This Q&A is part of Local Heroes: Journalists Covering COVID-19, PEN America’s series spotlighting local journalists across the country in celebration of World Press Freedom Day 2020, elevating the importance of a free, vibrant, and inclusive press.
Name: John Corley
Outlet: The Angolite, Louisiana State Penitentiary
City: West Feliciana, LA
Can you share a little bit about the newspaper you work for, and your role within it?
I am the associate editor of The Angolite, the critically acclaimed, award-winning news magazine of the Louisiana State Penitentiary at Angola. The magazine examines issues such as capital punishment, life without parole, aging behind bars, juveniles trapped in the adult system, reform efforts, incarceration-stricken families, and much more. Currently, in my 15th year on the staff, I have published over 170 articles relating to state and federal criminal justice issues, as well as insight into the penitentiary’s daily life and mechanics.

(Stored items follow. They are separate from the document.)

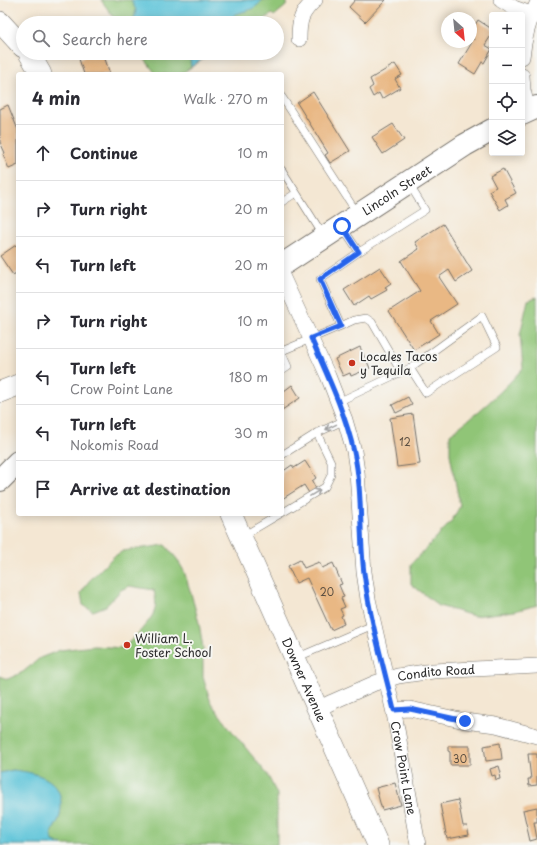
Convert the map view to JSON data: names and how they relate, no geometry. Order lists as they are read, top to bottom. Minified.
{"streets":{"main road":["Lincoln Street"],"street":["Condito Road","Downer Avenue","Crow Point Lane"]},"crossings":[["Condito Road","Downer Avenue"],["Condito Road","Crow Point Lane"]],"places":["Locales Tacos y Tequila","William L. Foster School"],"house_numbers":["12","20","30"],"north":"bottom right","page":{"map_buttons":["+","−"],"search":"Search here","heading":["4 min","Walk · 270 m"],"list":[["Continue","10 m"],["Turn right","20 m"],["Turn left","20 m"],["Turn right","10 m"],["Turn left","Crow Point Lane","180 m"],["Turn left","Nokomis Road","30 m"],"Arrive at destination"]}}
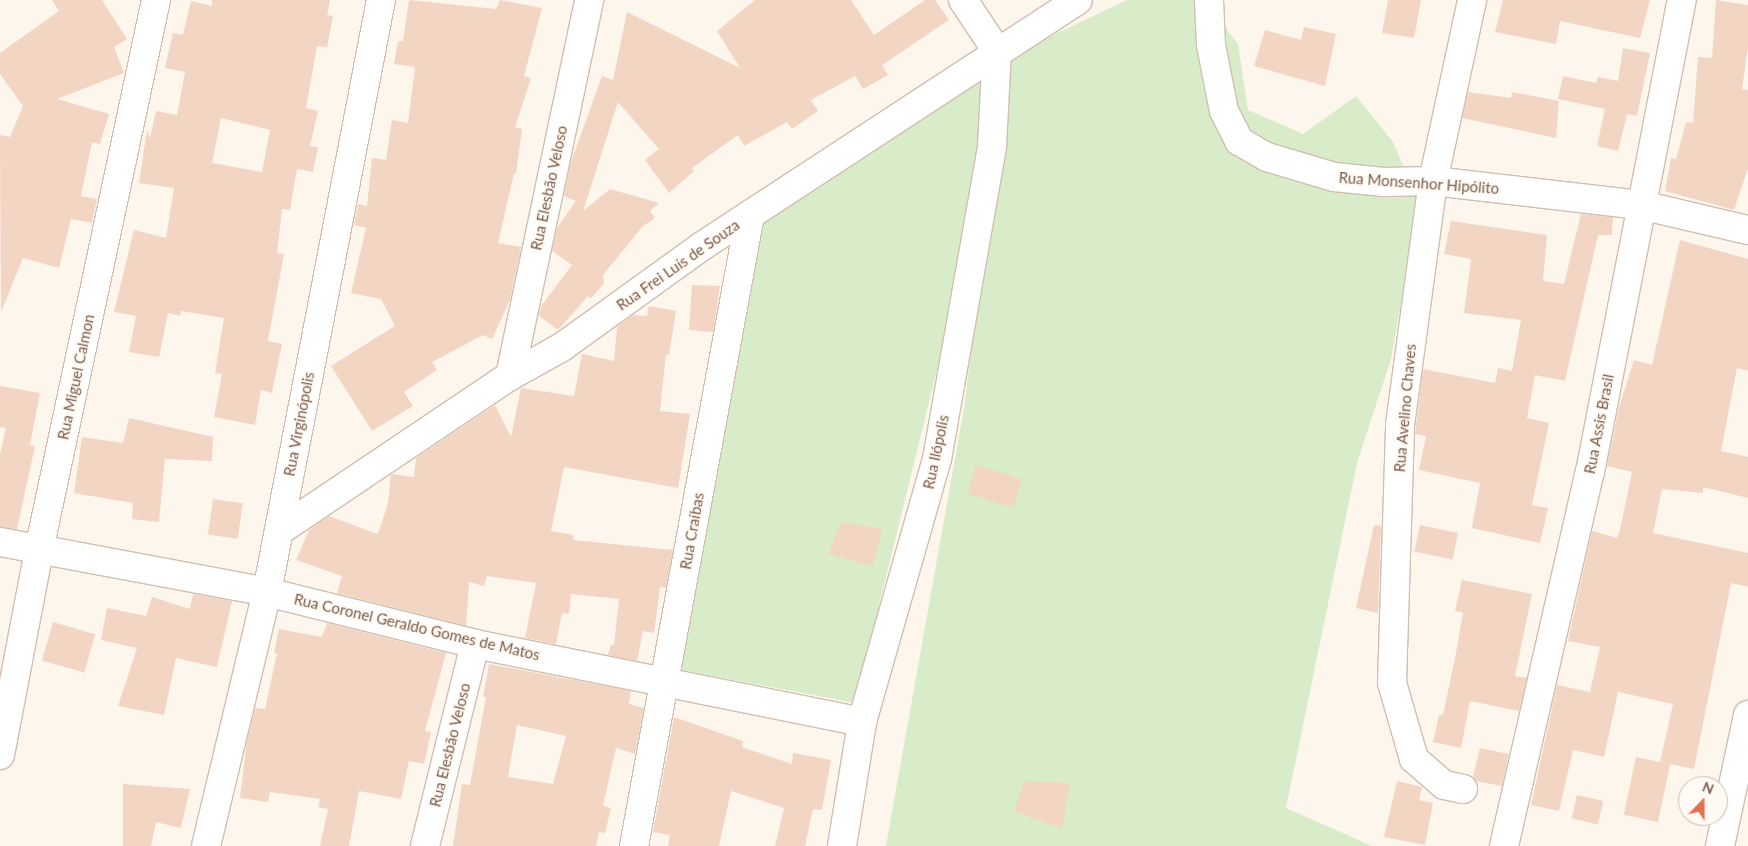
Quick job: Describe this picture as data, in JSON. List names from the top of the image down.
{
  "streets": {
    "street": [
      "Rua Monsenhor Hipólito",
      "Rua Elesbão Veloso",
      "Rua Frei Luís de Souza",
      "Rua Miguel Calmon",
      "Rua Avelino Chaves",
      "Rua Virginópolis",
      "Rua Assis Brasil",
      "Rua Ilópolis",
      "Rua Craíbas",
      "Rua Coronel Geraldo Gomes de Matos"
    ]
  },
  "crossings": [
    ["Rua Monsenhor Hipólito", "Rua Avelino Chaves"],
    ["Rua Monsenhor Hipólito", "Rua Assis Brasil"],
    ["Rua Elesbão Veloso", "Rua Frei Luís de Souza"],
    ["Rua Elesbão Veloso", "Rua Coronel Geraldo Gomes de Matos"],
    ["Rua Frei Luís de Souza", "Rua Virginópolis"],
    ["Rua Frei Luís de Souza", "Rua Ilópolis"],
    ["Rua Frei Luís de Souza", "Rua Craíbas"],
    ["Rua Miguel Calmon", "Rua Coronel Geraldo Gomes de Matos"],
    ["Rua Virginópolis", "Rua Coronel Geraldo Gomes de Matos"],
    ["Rua Ilópolis", "Rua Coronel Geraldo Gomes de Matos"],
    ["Rua Craíbas", "Rua Coronel Geraldo Gomes de Matos"]
  ],
  "north": "top"
}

“The human element is often lost in the rhetoric: the fact that behind every DOC identification number is a living being—flesh, blood, aspiration, emotion, hope—deserving of the dignity accorded other human beings, instead of relegation to one in a series of generic statistics.”
What do you think is missing from the media’s coverage of how the coronavirus is affecting incarcerated individuals?
Media have peered into prisons during the COVID-19 crisis largely because prisons, like nursing homes, are breeding grounds for contagion. Newspapers and online reports are replete with numbers and statistics, advocates and opponents— violent and nonviolent. But prisoners are more than argument and controversy. The human element is often lost in the rhetoric: the fact that behind every DOC identification number is a living being—flesh, blood, aspiration, emotion, hope—deserving of the dignity accorded other human beings, instead of relegation to one in a series of generic statistics. People should not be defined by their crime, but gauged by their values developed through introspection, compassion, and determination to contribute to the community.
What do you consider to be the biggest threats to the speech rights of reporters covering COVID-19 within prisons and of incarcerated writers, reporters, and sources?
The Angolite staff is fortunate to work with a prison administration that does not hinder or censor the information from which we craft our reports. We have excellent outside researchers who dig deeply for subject matter that our writers provide. I suspect that The Angolite may operate under the most liberal oversight of any prison journal. As a result, there is little threat to speech rights here. Our warden specifically instructed subordinates that he wanted The Angolite “to be all over this” virus coverage. So it has been.
“I do not want the media to ever lose sight of men and women struggling against the inhumane life without parole sentences. . . cover COVID-19, but do not forget those condemned to a slow death by perpetual incarceration who have so much to offer the human family.”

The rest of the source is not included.